By John Pilger
John Pilger made the following remarks in presenting the 15th Martha Gellhorn Prize to the American journalist Robert Parry at a dinner in London on 27 June 2017...
June 28, 2017 "Information Clearing House" - There are too many awards for journalism. Too many simply celebrate the status quo. The idea that journalists ought to challenge the status quo - what Orwell called Newspeak and Robert Parry calls 'groupthink' - is becoming increasingly rare.
More than a generation ago, a space opened
up for a journalism that dissented from the
groupthink and flourished briefly and often
tenuously in the press and broadcasting.
Today, that space has almost closed in the
so-called mainstream media. The best
journalists have become - often against
their will - dissidents.
The Martha Gellhorn Prize for Journalism
recognises these honourable exceptions. It
is very different from other prizes. Let me
quote in full why we give this award:
'The Gellhorn Prize is in honour of one of
the 20th century's greatest reporters. It is
awarded to a journalist whose work has
penetrated the established version of events
and told an unpalatable truth - a truth
validated by powerful facts that expose what
Martha Gellhorn called "official drivel".

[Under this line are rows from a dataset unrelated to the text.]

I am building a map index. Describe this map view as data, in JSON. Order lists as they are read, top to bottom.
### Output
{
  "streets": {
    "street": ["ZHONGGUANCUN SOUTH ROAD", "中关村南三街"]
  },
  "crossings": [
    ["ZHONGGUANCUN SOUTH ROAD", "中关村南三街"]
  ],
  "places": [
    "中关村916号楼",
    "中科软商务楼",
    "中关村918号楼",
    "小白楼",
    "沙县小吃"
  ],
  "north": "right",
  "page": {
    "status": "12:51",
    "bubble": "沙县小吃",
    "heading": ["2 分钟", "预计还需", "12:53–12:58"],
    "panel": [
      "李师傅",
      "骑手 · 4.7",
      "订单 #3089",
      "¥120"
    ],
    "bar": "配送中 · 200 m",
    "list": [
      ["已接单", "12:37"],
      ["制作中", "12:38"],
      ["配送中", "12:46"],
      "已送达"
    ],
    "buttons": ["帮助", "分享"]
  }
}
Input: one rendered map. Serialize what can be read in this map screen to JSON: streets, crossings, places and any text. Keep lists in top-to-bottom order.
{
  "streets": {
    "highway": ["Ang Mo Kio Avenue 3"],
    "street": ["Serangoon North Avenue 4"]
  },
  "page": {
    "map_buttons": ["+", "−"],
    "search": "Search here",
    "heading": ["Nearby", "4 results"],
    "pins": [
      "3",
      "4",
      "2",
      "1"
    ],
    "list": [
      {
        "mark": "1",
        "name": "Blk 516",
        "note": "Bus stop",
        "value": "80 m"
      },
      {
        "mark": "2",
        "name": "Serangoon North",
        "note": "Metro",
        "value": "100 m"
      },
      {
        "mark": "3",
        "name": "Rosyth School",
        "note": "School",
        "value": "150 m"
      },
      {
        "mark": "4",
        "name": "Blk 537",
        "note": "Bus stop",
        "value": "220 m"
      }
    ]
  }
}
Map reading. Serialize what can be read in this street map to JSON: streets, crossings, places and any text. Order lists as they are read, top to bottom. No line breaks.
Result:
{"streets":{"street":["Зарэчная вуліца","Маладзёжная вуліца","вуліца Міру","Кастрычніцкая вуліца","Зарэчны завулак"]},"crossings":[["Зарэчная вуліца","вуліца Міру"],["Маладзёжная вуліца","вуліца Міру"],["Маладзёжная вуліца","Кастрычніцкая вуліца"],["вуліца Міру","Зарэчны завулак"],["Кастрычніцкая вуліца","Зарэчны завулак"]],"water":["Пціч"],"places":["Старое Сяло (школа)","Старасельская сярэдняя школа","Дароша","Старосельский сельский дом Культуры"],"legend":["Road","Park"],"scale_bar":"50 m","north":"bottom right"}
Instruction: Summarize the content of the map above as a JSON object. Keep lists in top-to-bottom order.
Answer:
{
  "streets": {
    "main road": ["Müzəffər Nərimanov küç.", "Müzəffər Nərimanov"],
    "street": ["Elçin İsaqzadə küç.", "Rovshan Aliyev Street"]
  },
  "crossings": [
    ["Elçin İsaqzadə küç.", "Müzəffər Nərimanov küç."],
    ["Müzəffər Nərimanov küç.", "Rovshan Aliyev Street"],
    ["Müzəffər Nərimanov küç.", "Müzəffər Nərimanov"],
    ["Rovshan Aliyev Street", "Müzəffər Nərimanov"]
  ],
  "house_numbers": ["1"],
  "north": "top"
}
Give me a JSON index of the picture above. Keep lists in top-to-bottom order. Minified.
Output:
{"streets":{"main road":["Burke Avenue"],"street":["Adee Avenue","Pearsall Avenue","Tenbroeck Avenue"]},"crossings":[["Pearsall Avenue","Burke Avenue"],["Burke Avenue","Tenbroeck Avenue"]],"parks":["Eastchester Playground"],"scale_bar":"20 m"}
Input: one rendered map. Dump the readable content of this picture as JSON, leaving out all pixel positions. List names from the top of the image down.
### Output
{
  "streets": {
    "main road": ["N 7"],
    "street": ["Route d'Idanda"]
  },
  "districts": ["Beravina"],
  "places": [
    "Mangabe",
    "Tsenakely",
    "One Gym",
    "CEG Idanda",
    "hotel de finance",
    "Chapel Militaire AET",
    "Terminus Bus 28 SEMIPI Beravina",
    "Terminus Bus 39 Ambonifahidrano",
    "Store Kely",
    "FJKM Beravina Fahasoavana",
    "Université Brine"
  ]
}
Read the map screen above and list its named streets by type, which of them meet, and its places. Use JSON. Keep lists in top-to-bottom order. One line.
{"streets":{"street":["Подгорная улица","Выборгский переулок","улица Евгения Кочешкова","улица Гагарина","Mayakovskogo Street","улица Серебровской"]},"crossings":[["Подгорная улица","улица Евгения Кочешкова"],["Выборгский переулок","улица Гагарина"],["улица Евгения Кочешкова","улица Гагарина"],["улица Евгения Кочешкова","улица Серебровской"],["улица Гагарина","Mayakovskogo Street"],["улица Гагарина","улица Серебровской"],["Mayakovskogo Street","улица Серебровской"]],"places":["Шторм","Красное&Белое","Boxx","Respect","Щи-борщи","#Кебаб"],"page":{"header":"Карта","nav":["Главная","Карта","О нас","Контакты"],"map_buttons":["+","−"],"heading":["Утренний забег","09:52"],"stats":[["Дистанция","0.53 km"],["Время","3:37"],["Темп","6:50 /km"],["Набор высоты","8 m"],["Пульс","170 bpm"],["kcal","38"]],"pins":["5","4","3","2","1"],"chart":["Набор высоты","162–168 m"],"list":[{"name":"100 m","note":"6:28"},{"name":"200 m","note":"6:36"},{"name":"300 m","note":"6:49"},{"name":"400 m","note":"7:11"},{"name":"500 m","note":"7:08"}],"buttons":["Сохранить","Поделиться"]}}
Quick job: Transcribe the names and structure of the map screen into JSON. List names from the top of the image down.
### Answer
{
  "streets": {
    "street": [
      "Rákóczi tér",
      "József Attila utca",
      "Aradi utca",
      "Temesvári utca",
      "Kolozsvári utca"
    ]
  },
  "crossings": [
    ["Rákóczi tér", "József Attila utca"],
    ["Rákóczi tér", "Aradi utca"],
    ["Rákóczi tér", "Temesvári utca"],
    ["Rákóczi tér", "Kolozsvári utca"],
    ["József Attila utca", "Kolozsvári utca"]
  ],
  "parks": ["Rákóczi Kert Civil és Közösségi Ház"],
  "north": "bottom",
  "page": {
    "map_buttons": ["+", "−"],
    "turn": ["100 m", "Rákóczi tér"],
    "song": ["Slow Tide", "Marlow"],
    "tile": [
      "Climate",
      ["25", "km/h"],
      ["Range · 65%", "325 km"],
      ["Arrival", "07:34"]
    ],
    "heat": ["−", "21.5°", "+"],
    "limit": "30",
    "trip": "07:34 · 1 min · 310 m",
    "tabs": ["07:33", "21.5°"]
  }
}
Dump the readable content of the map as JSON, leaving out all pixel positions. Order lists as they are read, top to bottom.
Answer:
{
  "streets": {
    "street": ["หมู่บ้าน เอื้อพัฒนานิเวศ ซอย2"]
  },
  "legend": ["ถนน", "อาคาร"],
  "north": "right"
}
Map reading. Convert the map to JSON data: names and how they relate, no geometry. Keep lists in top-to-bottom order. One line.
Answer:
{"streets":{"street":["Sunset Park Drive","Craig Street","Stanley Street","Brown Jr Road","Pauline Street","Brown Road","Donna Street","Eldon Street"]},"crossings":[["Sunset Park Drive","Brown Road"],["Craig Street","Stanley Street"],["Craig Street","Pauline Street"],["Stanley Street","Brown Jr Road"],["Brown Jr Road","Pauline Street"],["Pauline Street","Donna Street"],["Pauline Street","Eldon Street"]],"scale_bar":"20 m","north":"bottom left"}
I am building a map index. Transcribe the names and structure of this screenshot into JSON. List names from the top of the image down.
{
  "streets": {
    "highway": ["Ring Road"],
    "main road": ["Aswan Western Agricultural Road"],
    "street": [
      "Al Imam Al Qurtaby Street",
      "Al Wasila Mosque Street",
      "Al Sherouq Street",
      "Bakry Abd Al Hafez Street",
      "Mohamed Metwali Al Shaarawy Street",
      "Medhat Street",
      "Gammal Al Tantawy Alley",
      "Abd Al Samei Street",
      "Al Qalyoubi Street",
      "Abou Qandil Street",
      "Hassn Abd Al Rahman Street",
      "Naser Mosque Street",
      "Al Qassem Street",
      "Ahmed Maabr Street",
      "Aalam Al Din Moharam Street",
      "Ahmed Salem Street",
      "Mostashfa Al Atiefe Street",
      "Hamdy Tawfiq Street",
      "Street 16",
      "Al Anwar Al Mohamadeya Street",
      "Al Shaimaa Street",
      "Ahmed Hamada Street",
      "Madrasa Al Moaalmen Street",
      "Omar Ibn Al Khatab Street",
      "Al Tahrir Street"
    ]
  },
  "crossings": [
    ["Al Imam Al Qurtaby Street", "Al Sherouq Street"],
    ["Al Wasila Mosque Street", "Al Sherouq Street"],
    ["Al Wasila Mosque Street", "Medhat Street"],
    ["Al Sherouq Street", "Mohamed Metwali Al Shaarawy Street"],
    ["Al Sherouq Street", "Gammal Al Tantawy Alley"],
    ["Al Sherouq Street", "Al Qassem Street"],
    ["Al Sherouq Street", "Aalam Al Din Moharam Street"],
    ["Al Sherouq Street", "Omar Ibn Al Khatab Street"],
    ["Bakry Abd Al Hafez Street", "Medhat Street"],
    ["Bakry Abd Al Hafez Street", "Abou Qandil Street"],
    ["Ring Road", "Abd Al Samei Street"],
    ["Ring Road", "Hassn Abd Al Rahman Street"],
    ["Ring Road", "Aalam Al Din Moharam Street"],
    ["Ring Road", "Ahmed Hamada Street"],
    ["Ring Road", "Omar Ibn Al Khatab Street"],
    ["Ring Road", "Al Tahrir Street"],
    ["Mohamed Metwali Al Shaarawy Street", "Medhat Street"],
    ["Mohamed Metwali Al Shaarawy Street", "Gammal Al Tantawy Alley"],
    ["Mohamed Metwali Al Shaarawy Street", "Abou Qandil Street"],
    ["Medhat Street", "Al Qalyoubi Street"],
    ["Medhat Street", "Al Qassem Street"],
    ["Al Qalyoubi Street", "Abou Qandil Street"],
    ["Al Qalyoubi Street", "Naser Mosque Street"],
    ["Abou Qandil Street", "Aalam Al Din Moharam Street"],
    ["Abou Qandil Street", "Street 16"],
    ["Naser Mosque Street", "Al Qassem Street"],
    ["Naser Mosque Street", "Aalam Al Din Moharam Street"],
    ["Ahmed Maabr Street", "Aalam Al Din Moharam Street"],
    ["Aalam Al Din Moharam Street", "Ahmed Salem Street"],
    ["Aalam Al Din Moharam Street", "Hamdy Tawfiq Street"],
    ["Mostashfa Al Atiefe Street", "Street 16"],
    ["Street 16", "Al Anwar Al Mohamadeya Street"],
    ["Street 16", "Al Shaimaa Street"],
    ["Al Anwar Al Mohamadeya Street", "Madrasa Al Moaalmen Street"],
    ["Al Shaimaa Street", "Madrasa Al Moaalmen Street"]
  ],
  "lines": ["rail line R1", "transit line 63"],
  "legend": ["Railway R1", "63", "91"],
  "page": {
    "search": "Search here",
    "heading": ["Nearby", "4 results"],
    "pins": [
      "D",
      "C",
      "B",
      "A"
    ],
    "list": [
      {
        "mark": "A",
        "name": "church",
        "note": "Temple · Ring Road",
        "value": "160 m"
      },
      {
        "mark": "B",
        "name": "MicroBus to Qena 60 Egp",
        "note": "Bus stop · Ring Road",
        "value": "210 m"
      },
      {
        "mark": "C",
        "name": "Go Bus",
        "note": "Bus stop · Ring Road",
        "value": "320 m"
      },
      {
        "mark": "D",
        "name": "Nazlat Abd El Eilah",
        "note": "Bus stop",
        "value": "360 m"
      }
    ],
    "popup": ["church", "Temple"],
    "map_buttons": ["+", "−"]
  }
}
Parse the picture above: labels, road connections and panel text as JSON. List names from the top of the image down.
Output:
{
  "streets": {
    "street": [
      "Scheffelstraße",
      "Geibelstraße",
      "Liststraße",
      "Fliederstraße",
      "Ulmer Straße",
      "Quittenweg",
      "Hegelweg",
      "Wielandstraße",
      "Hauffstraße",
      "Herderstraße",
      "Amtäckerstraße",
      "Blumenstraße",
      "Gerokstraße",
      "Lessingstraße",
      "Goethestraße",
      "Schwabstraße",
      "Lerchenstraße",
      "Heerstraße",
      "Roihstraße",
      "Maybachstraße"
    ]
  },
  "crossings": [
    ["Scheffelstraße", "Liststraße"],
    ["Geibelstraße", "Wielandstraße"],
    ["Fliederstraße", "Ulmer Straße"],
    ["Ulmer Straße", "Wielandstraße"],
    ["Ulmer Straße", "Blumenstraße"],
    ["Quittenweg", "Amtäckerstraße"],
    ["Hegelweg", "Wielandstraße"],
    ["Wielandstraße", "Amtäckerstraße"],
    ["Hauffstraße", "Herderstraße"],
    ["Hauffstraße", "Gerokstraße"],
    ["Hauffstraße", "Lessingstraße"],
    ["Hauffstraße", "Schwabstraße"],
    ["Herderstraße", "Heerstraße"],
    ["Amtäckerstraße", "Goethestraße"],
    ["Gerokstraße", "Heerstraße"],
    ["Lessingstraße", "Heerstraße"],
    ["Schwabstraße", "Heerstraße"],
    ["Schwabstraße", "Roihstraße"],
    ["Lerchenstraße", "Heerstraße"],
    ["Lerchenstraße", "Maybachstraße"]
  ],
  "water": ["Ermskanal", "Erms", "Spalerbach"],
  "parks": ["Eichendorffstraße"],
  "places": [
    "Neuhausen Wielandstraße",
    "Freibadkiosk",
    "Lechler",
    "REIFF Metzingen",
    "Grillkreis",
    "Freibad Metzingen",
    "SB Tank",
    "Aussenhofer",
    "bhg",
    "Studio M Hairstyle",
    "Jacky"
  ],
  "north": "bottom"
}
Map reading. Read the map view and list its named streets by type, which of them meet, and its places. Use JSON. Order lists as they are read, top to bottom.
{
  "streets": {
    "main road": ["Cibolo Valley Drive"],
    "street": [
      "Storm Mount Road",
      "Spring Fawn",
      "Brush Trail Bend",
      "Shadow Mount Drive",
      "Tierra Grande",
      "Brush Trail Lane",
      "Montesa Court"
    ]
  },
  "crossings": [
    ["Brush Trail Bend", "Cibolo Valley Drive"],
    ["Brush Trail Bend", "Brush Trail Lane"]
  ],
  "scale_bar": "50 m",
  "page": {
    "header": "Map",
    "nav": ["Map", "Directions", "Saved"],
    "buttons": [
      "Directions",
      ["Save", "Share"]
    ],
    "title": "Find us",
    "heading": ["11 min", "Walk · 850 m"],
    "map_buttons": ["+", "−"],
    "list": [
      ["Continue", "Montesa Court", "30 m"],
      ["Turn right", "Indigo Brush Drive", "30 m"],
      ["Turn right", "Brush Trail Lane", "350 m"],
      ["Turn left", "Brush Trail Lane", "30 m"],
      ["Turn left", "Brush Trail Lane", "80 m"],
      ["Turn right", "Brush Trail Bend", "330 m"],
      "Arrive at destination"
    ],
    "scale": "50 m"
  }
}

She meant establishment propaganda.'
Martha was renowned as a war reporter. Her
dispatches from Spain in the 1930s and D-Day
in 1944 are classics. But she was more than
that. As both a reporter and a committed
humanitarian, she was a pioneer: one of the
first in Vietnam to report what she called
'a new kind of war against civilians': a
precursor to the wars of today.
She was the reason I was sent to Vietnam as
a reporter. My editor had spread across his
desk her articles that had run in the
Guardian and the St Louis Post-Dispatch. A
headline read, 'Targeting the people.' For
that series, she was placed on a black-list
by the US military and never allowed to
return to South Vietnam.
She and I became good friends. Indeed, all
my fellow judges of the Martha Gellhorn
Prize - Sandy and Shirlee Matthews, James
Fox, Jeremy Harding - have that in common.
We keep her memory.
She was indefatigable. She would call very
early in the morning and open up the
conversation with one of her favourite
expressions - 'I smell a rat'.
When, in 1990, President George Bush Senior
invaded Panama on the pretext of nabbing his
old CIA buddy General Noriega, the embedded
media made almost no mention of civilian
suffering.
My phone rang. 'I smell a rat', said a
familiar voice.
Within 24 hours Martha was on a plane to
Panama. She was then in her 80s. She went
straight to the barrios of Panama City, and
walked from door to door, interviewing
ordinary people. That was the way she worked
- in apartheid South Africa, in the favelas
of Brazil, in the villages of Vietnam.
She estimated that the American bombing and
invasion of Panama had killed at least 6,000
people.
She flew to Washington and stood up at a
press conference at the Pentagon and asked a
general: 'Why did you kill so many people
then lie about it?'
Imagine that question being asked today. And
that is what we are honouring this evening.
Truth-telling, and the courage to find out,
to ask the forbidden question.
Robert Parry is a very distinguished
honourable exception.
I first heard of Bob Parry in the 1980s when
he broke the Iran-Contra scandal as an
Associated Press reporter. This was a story
as important as Watergate. Some would say it
was more important.
The administration of Ronald Reagan had
secretly and illegally sold weapons to Iran
in order to secretly and illegally bankroll
a bloodthirsty group known as the Contras,
which was then trying to crush Nicaragua's
Sandinista government - on behalf of the
CIA. You could barely make it up.
Bob Parry's career has been devoted to
finding out, lifting rocks - and supporting
others who do the same.
In the 1990s, he supported Gary Webb, who
revealed that the Reagan administration had
allowed the Contras to traffic cocaine in
the US. For this, Webb was crucified by the
so-called mainstream media, and took his own
life. Lifting the big rocks can be as
dangerous as a war zone.
In 1995, Parry founded his own news service,
the Consortium for Independent Journalism.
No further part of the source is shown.